Last verified June 26, 2026
A view looking back on Grinnell Lake, Lake Josephine, and Swiftcurrent Lake from the Grinnell Glacier hike terminus. (Shutterstock/Bella Bender)

Glacier gives you about 75 good days a year. That’s the honest math. The full Going-to-the-Sun Road experience, the high trails, the boats, the lodges, all of it compresses into a window that runs roughly from early July to mid September. Everything else is a different park wearing the same name.

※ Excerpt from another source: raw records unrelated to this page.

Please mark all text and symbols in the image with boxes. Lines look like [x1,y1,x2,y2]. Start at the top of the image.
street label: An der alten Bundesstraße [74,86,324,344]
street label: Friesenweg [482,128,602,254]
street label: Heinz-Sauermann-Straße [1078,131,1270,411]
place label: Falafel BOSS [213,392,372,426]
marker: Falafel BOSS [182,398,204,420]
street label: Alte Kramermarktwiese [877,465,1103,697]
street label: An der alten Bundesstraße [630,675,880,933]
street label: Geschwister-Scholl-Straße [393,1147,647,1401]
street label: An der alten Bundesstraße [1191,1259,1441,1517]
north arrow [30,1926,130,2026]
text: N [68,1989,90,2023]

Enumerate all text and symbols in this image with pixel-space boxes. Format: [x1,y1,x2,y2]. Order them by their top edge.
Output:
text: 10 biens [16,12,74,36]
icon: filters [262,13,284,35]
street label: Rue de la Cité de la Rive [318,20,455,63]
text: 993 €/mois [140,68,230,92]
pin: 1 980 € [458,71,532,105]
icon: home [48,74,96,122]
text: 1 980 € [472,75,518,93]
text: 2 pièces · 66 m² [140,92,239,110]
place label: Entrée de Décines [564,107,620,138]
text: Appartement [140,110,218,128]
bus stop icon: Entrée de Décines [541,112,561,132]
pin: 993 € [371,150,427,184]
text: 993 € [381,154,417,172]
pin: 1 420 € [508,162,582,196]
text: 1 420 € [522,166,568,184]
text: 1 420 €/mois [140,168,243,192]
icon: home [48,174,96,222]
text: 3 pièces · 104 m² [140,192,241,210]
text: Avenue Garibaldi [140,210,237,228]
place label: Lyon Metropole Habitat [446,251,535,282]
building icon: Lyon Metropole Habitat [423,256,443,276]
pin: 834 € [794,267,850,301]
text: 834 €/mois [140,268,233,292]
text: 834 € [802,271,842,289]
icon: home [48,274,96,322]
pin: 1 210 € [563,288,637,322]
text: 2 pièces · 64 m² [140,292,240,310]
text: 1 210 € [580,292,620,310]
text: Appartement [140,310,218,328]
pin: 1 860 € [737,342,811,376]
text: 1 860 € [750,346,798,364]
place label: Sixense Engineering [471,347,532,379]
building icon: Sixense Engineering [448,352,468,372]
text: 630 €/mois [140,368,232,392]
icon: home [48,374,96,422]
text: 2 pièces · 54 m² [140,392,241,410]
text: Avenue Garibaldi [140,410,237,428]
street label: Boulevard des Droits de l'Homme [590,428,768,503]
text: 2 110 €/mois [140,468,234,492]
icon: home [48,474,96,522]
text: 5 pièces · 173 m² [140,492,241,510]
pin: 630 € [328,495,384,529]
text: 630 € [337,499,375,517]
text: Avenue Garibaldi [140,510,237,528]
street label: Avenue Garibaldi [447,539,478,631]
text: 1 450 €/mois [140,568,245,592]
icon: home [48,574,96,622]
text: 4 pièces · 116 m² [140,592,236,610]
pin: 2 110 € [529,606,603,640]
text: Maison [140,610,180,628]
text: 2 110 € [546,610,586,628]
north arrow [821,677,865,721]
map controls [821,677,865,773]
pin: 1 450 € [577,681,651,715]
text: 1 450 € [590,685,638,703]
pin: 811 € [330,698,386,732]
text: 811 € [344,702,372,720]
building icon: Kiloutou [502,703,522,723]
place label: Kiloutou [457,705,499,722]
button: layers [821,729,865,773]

I don’t say that to scare you off the shoulder seasons. Some of my favorite versions of Glacier live there. I say it because more than any park in the Lower 48, timing decides what your trip actually is. So here’s the month by month reality, with NOAA temperature normals, the 2026 access changes (they’re big), and my honest take on when to go.

The Short Answer

Mid July through mid September if you want the whole park open. Late September if you want golden larches, thinner crowds, and don’t mind some services being closed. The second and third weeks of September are my pick for the best overall balance Glacier offers. Full road access, bears fattening up in the berry patches, cool hiking weather, and the summer crush visibly draining away by the day.

The Going-to-the-Sun Road Reality

Every Glacier trip orbits one fact. The 50 mile road over Logan Pass doesn’t fully open until crews finish plowing it, and they’re clearing drifts up to 80 feet deep through roughly 40 avalanche paths. There is no set opening date, ever. The road typically opens end to end between mid June and early July, and it closes over the pass in mid October or whenever the first serious storm wins. If your trip is in June, plan as if the alpine section will be closed and let an early opening be a pleasant surprise.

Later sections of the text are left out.